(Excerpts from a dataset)
§

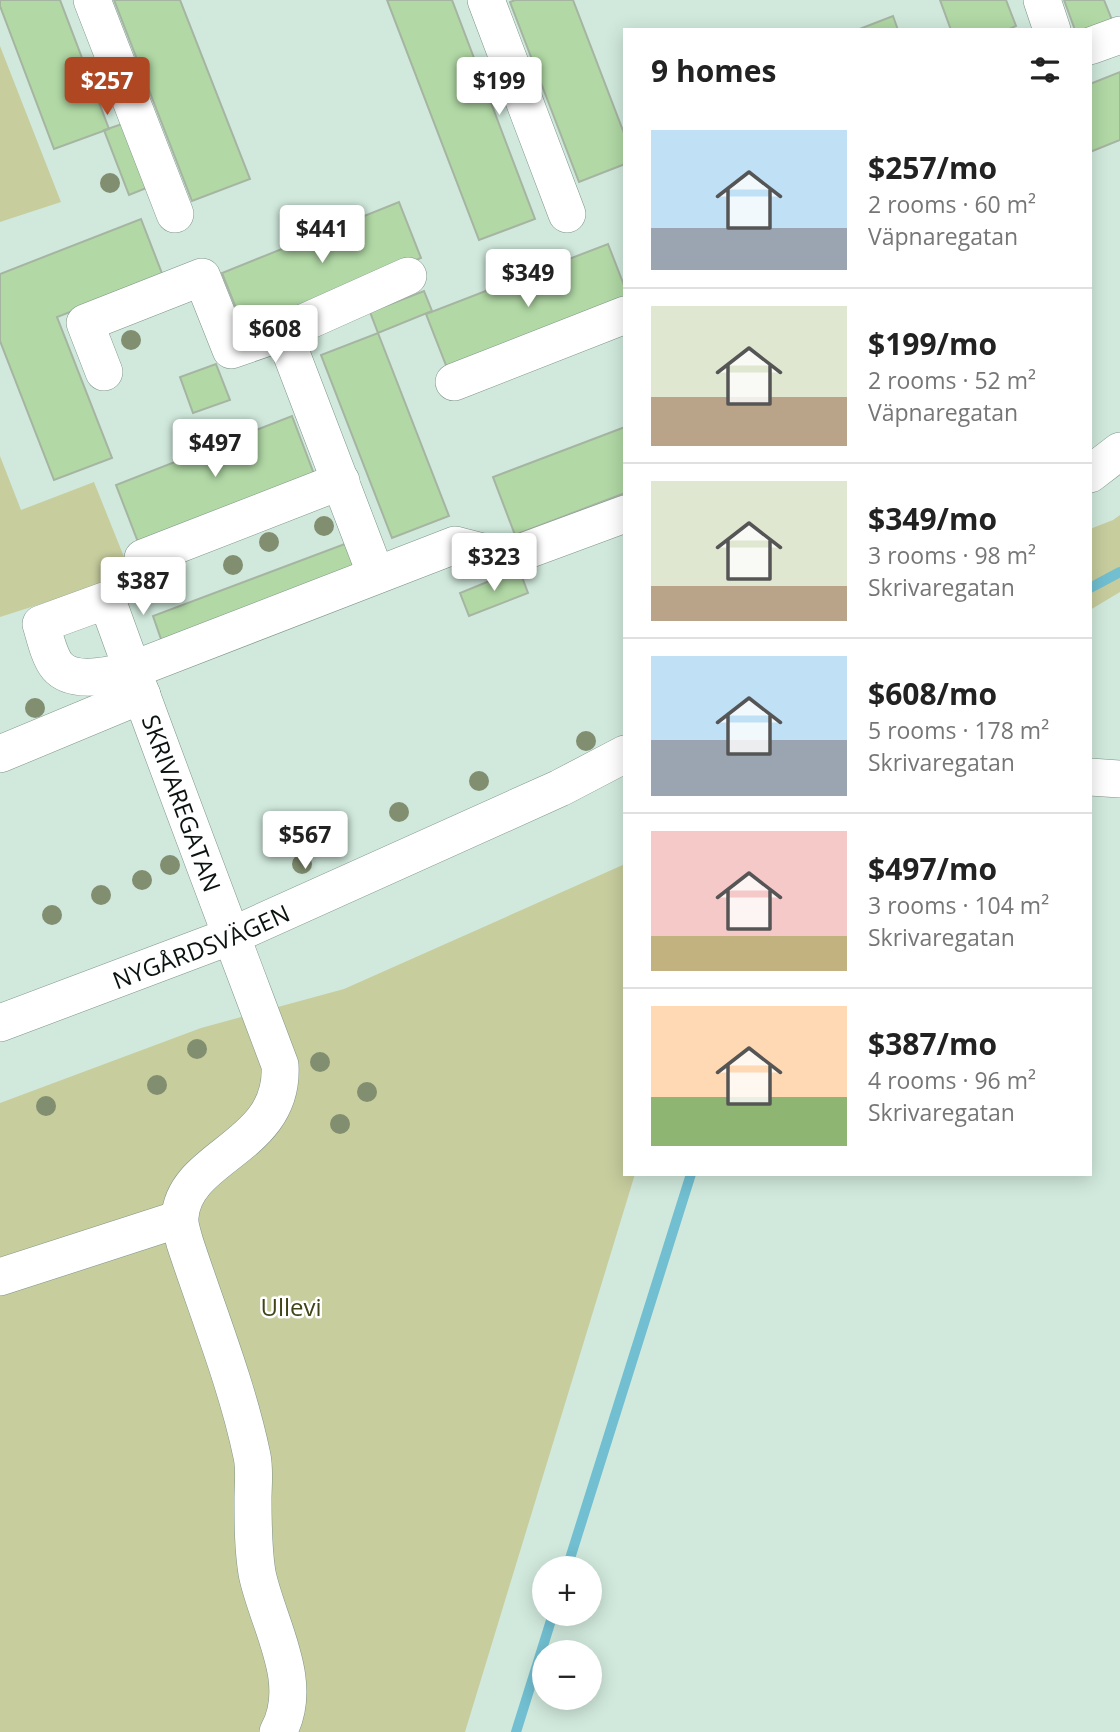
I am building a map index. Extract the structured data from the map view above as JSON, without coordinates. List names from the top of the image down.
{
  "streets": {
    "street": ["SKRIVAREGATAN", "NYGÅRDSVÄGEN"]
  },
  "crossings": [
    ["SKRIVAREGATAN", "NYGÅRDSVÄGEN"]
  ],
  "parks": ["Ullevi"],
  "page": {
    "heading": "9 homes",
    "price": [
      "$257",
      "$199",
      "$441",
      "$349",
      "$608",
      "$497",
      "$323",
      "$387",
      "$567"
    ],
    "list": [
      {
        "name": "$257/mo",
        "note": "2 rooms · 60 m² · Väpnaregatan"
      },
      {
        "name": "$199/mo",
        "note": "2 rooms · 52 m² · Väpnaregatan"
      },
      {
        "name": "$349/mo",
        "note": "3 rooms · 98 m² · Skrivaregatan"
      },
      {
        "name": "$608/mo",
        "note": "5 rooms · 178 m² · Skrivaregatan"
      },
      {
        "name": "$497/mo",
        "note": "3 rooms · 104 m² · Skrivaregatan"
      },
      {
        "name": "$387/mo",
        "note": "4 rooms · 96 m² · Skrivaregatan"
      }
    ],
    "map_buttons": ["+", "−"]
  }
}
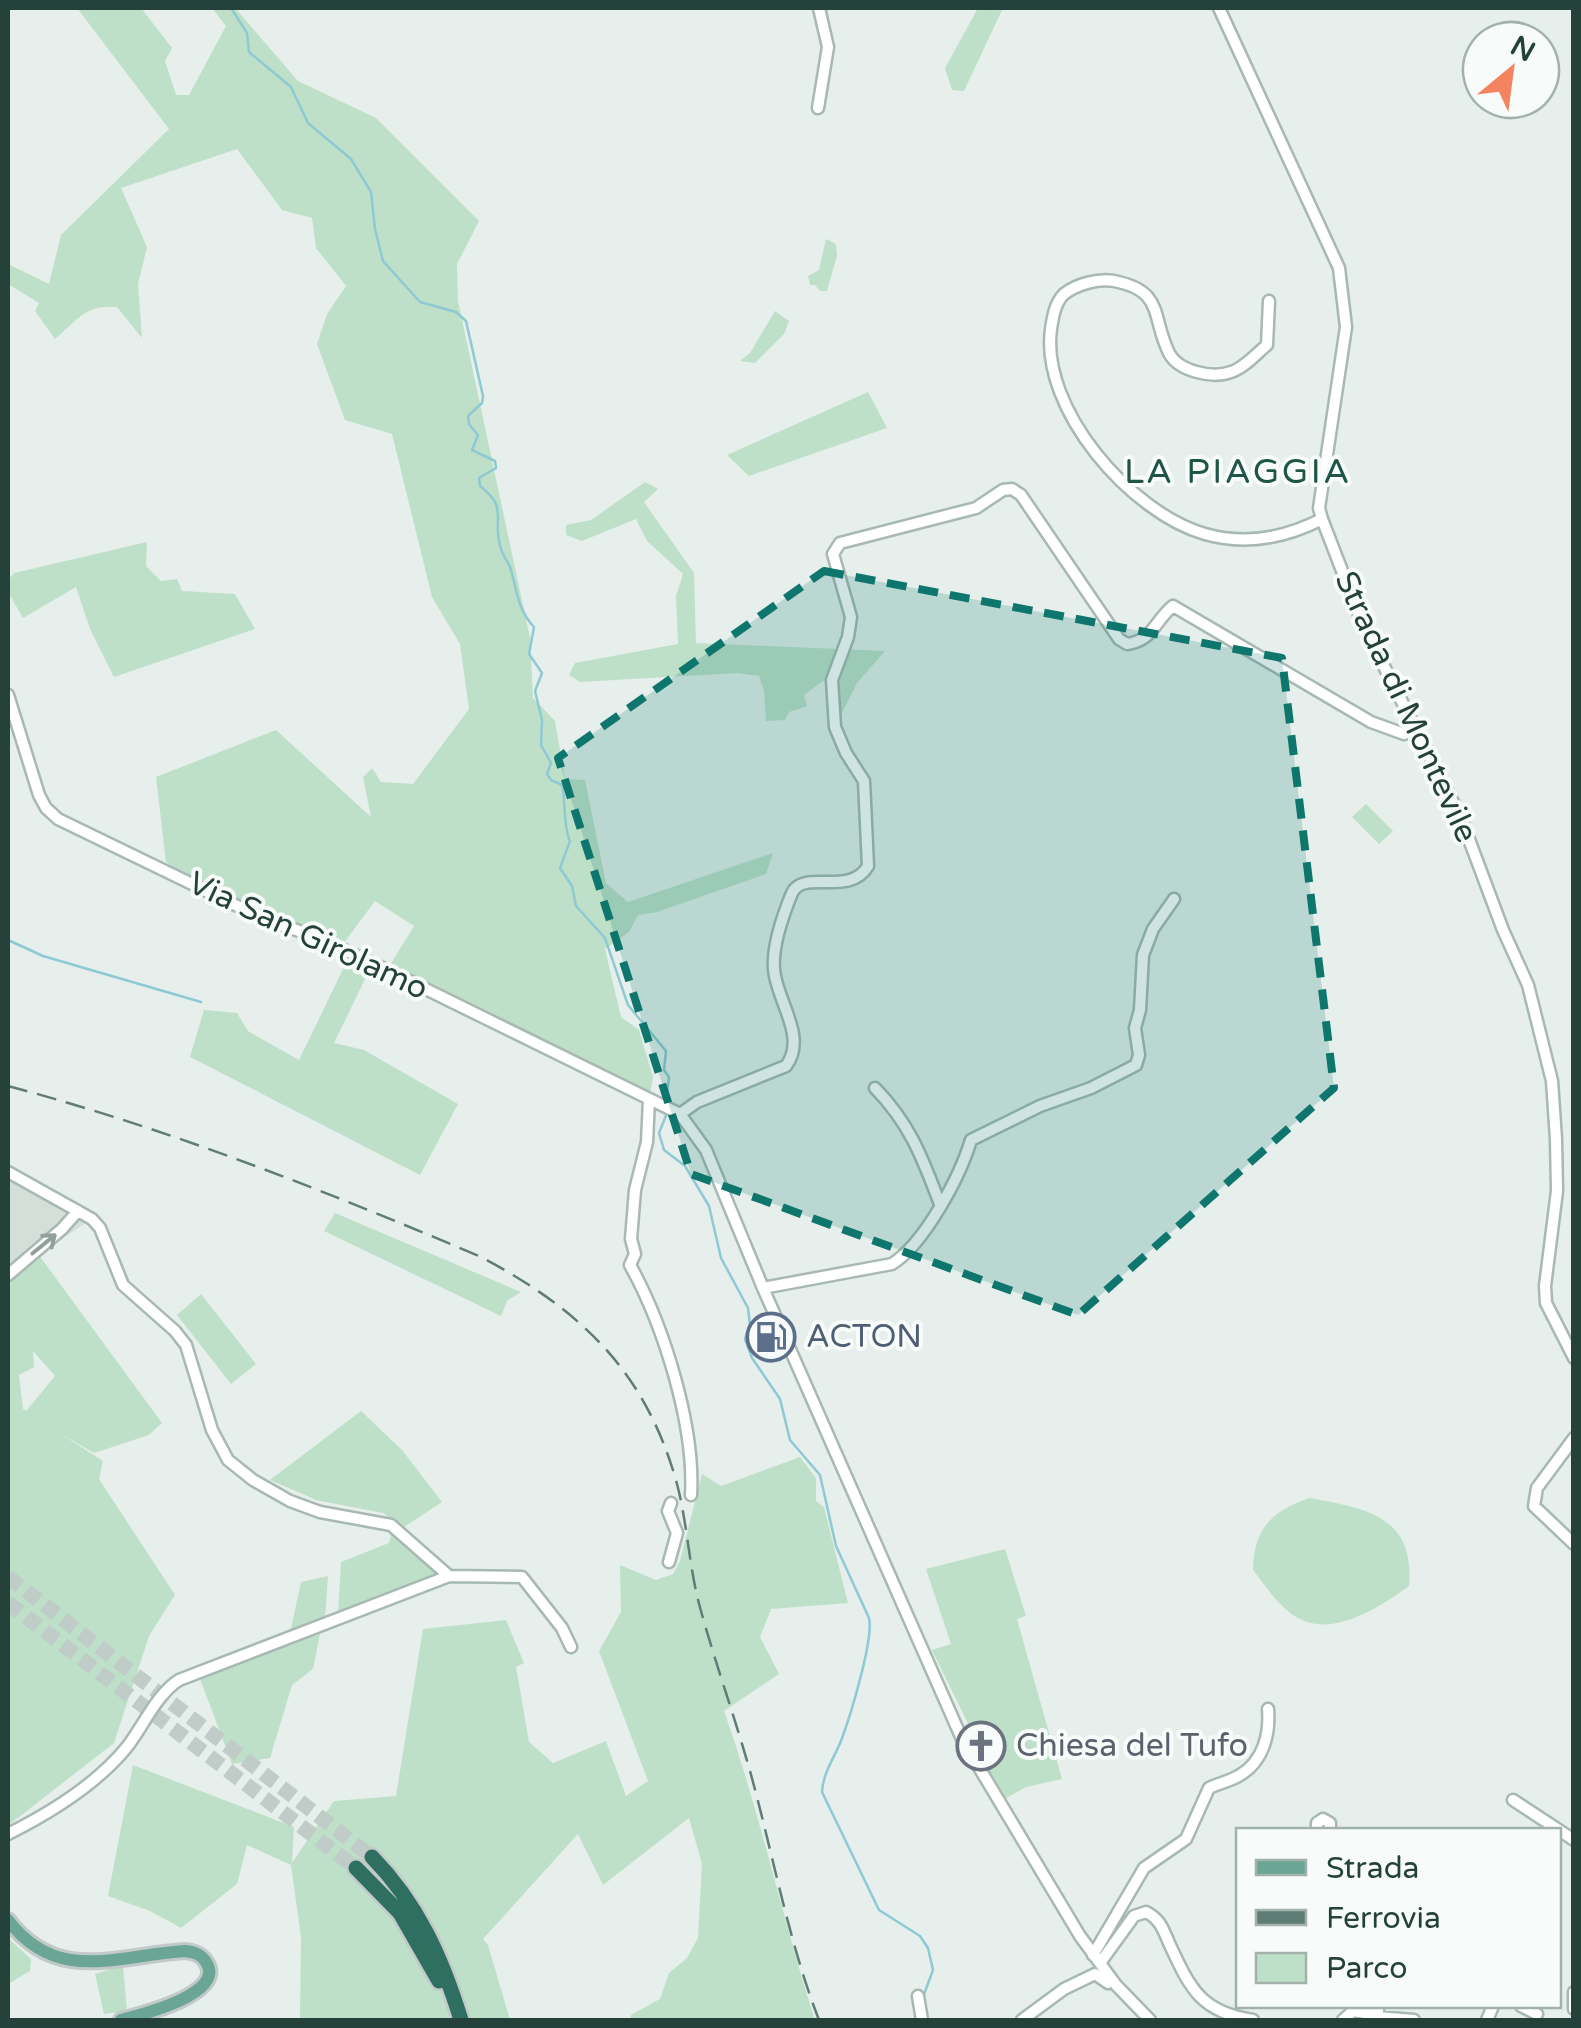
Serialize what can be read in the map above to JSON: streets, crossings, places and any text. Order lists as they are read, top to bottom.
{
  "streets": {
    "street": ["Strada di Montevile", "Via San Girolamo"]
  },
  "districts": ["LA PIAGGIA"],
  "places": {
    "fuel station": ["ACTON"],
    "church": ["Chiesa del Tufo"]
  },
  "legend": ["Strada", "Ferrovia", "Parco"],
  "north": "top right"
}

§

— ACTIVITY —
Find "Serialize what can" in the records above. Repeat its line and every later line exactly, through the last one.

— RESPONSE TO THIS EXERCISE —
Serialize what can be read in the map above to JSON: streets, crossings, places and any text. Order lists as they are read, top to bottom.
{
  "streets": {
    "street": ["Strada di Montevile", "Via San Girolamo"]
  },
  "districts": ["LA PIAGGIA"],
  "places": {
    "fuel station": ["ACTON"],
    "church": ["Chiesa del Tufo"]
  },
  "legend": ["Strada", "Ferrovia", "Parco"],
  "north": "top right"
}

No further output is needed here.